Top of RECORDS FOR PROCESSING

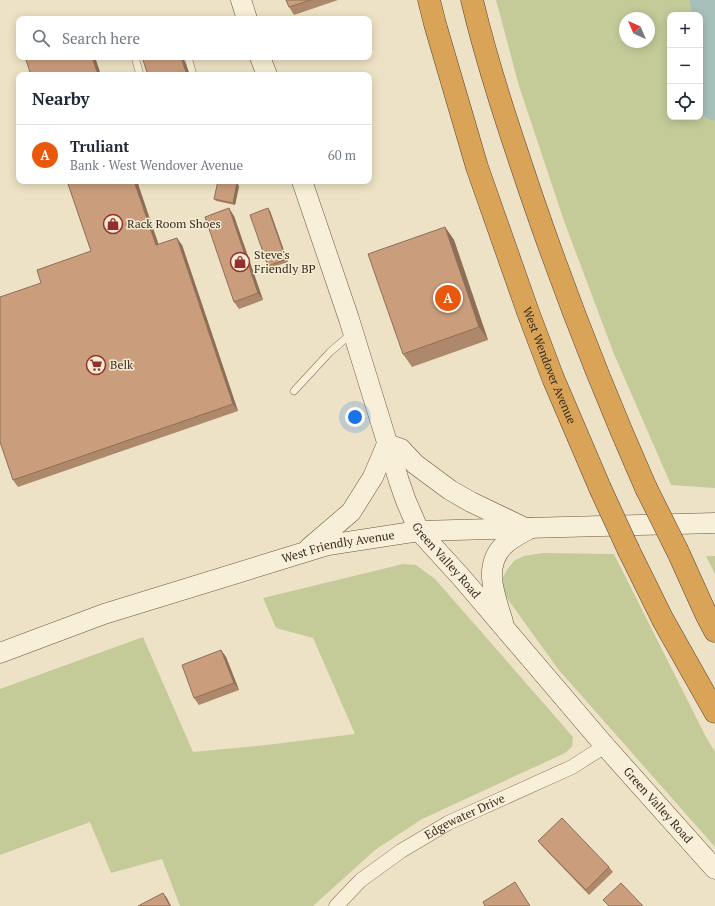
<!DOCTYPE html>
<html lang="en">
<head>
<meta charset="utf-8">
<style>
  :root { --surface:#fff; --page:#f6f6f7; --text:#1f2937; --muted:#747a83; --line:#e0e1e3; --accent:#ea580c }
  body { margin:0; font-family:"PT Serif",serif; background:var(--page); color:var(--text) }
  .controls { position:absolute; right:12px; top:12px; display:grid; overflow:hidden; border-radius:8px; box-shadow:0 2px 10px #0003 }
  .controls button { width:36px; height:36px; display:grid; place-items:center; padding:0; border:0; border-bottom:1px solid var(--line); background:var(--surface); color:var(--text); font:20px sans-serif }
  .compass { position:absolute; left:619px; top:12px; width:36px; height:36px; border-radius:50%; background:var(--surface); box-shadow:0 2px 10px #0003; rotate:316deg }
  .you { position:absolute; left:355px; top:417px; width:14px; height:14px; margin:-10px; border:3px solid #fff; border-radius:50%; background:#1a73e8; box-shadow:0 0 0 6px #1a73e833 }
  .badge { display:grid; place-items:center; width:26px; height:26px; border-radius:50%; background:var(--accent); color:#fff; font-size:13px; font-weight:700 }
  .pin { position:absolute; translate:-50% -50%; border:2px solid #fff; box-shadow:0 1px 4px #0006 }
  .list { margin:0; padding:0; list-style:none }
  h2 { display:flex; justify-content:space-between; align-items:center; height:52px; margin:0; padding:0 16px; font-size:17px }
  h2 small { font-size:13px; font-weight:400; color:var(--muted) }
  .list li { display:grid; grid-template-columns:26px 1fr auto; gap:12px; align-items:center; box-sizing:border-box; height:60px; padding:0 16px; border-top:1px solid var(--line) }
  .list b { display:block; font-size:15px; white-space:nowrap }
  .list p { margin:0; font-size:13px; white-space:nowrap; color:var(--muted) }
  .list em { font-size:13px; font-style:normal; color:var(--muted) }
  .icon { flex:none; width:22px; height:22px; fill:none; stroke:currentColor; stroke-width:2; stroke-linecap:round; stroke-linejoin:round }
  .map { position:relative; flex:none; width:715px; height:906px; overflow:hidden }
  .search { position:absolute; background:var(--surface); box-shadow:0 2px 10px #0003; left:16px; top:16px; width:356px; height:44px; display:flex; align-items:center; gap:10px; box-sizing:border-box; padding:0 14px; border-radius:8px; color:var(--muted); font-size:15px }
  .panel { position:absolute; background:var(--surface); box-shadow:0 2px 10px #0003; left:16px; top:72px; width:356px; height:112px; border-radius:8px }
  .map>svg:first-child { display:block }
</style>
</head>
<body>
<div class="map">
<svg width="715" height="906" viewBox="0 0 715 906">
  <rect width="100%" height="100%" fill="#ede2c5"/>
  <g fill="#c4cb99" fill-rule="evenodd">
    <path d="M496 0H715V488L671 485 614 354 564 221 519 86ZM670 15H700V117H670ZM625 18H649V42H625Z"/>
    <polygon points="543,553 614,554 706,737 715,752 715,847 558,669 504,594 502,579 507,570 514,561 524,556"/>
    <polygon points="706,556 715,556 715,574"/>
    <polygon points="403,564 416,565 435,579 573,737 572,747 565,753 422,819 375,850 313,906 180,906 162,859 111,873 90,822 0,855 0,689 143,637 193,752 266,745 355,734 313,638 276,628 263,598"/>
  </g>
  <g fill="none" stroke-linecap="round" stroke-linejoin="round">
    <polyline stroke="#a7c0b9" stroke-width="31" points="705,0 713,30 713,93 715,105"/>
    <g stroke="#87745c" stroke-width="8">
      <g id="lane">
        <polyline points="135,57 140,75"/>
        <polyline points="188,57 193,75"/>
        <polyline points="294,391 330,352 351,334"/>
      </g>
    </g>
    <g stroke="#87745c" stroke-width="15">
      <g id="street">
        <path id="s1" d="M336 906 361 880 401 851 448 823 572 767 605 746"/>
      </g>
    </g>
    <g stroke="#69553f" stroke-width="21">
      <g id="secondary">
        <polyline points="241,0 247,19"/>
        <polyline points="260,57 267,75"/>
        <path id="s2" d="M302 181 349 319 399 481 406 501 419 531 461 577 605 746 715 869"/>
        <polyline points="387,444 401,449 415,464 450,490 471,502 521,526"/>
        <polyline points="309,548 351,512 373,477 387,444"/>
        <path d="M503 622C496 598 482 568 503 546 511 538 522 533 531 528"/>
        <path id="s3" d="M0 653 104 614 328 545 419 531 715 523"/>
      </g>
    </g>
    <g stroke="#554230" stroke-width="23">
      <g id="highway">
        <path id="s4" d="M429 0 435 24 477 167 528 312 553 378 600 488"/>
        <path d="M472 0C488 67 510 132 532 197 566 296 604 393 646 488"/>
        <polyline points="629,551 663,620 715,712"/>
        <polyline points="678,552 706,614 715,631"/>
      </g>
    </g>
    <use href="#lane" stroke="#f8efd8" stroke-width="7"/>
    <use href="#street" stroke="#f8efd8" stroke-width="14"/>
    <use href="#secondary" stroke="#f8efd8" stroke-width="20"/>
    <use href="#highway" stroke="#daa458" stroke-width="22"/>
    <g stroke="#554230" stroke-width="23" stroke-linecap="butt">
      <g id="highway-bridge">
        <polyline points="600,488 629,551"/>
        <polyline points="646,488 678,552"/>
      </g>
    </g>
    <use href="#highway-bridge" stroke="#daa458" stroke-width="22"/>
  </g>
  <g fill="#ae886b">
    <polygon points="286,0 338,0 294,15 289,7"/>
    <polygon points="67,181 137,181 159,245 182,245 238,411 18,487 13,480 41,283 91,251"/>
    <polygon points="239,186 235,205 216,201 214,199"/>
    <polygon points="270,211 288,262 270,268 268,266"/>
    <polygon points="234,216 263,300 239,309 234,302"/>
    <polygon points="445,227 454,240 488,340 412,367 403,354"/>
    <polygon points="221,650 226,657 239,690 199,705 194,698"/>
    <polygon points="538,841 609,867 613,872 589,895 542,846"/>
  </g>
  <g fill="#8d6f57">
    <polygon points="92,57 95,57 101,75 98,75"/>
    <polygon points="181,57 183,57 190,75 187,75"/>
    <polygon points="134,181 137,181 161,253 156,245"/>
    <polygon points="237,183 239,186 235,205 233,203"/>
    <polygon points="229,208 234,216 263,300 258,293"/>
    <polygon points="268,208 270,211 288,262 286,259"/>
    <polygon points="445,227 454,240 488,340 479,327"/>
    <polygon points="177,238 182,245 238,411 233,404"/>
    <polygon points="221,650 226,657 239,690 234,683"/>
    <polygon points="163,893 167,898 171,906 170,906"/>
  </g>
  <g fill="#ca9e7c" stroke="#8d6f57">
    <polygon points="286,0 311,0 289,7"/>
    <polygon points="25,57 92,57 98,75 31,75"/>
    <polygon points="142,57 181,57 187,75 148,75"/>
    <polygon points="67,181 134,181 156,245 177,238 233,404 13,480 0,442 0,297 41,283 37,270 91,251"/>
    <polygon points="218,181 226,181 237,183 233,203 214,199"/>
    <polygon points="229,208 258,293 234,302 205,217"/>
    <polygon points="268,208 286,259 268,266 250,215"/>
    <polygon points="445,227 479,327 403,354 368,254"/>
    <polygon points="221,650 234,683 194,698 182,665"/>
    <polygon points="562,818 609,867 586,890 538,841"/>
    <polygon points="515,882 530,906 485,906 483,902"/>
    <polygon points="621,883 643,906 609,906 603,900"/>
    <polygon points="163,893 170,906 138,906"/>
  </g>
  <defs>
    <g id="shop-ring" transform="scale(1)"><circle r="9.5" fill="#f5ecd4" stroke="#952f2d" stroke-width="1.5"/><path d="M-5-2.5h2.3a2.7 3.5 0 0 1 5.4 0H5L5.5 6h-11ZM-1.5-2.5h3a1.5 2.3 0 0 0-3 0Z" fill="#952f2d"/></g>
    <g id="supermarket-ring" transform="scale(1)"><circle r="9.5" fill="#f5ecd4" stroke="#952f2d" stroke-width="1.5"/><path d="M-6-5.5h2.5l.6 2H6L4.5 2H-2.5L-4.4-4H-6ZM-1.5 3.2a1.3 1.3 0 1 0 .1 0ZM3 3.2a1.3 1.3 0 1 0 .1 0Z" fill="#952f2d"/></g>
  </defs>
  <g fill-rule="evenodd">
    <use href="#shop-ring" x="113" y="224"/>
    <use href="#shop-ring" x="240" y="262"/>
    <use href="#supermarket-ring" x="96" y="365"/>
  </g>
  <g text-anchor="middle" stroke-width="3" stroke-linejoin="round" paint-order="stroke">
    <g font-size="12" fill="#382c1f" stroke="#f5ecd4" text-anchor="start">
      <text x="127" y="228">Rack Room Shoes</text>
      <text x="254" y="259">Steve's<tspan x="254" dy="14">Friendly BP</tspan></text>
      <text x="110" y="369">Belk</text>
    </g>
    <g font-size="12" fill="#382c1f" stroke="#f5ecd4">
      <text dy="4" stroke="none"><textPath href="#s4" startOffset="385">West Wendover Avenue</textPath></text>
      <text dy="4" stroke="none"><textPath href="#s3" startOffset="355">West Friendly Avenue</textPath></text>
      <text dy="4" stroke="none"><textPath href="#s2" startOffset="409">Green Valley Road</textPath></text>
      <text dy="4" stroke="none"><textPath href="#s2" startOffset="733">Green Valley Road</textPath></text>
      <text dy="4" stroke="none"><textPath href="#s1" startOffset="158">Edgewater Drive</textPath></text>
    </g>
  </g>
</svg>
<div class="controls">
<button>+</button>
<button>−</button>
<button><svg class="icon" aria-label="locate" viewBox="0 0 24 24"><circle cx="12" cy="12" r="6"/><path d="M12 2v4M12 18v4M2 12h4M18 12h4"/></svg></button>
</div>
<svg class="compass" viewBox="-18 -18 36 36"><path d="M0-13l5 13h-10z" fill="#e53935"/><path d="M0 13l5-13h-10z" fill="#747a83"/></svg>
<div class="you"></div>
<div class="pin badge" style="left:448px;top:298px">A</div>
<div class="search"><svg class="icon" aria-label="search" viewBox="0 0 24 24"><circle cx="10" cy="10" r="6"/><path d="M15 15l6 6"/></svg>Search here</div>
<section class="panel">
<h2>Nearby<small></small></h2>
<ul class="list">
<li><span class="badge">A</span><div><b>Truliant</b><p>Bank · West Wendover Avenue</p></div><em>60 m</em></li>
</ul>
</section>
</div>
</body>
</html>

Bottom of RECORDS FOR PROCESSING

■ **TO DO**: In the data above, find the line that contains "font-size:13px; font-style:normal; color:var(--muted)" and the line that contains "flex:none; width:22px; height:22px;". Repeat exactly those lines and every line between them, and only those.

■ **EXERCISE RESPONSE**:
  .list em { font-size:13px; font-style:normal; color:var(--muted) }
  .icon { flex:none; width:22px; height:22px; fill:none; stroke:currentColor; stroke-width:2; stroke-linecap:round; stroke-linejoin:round }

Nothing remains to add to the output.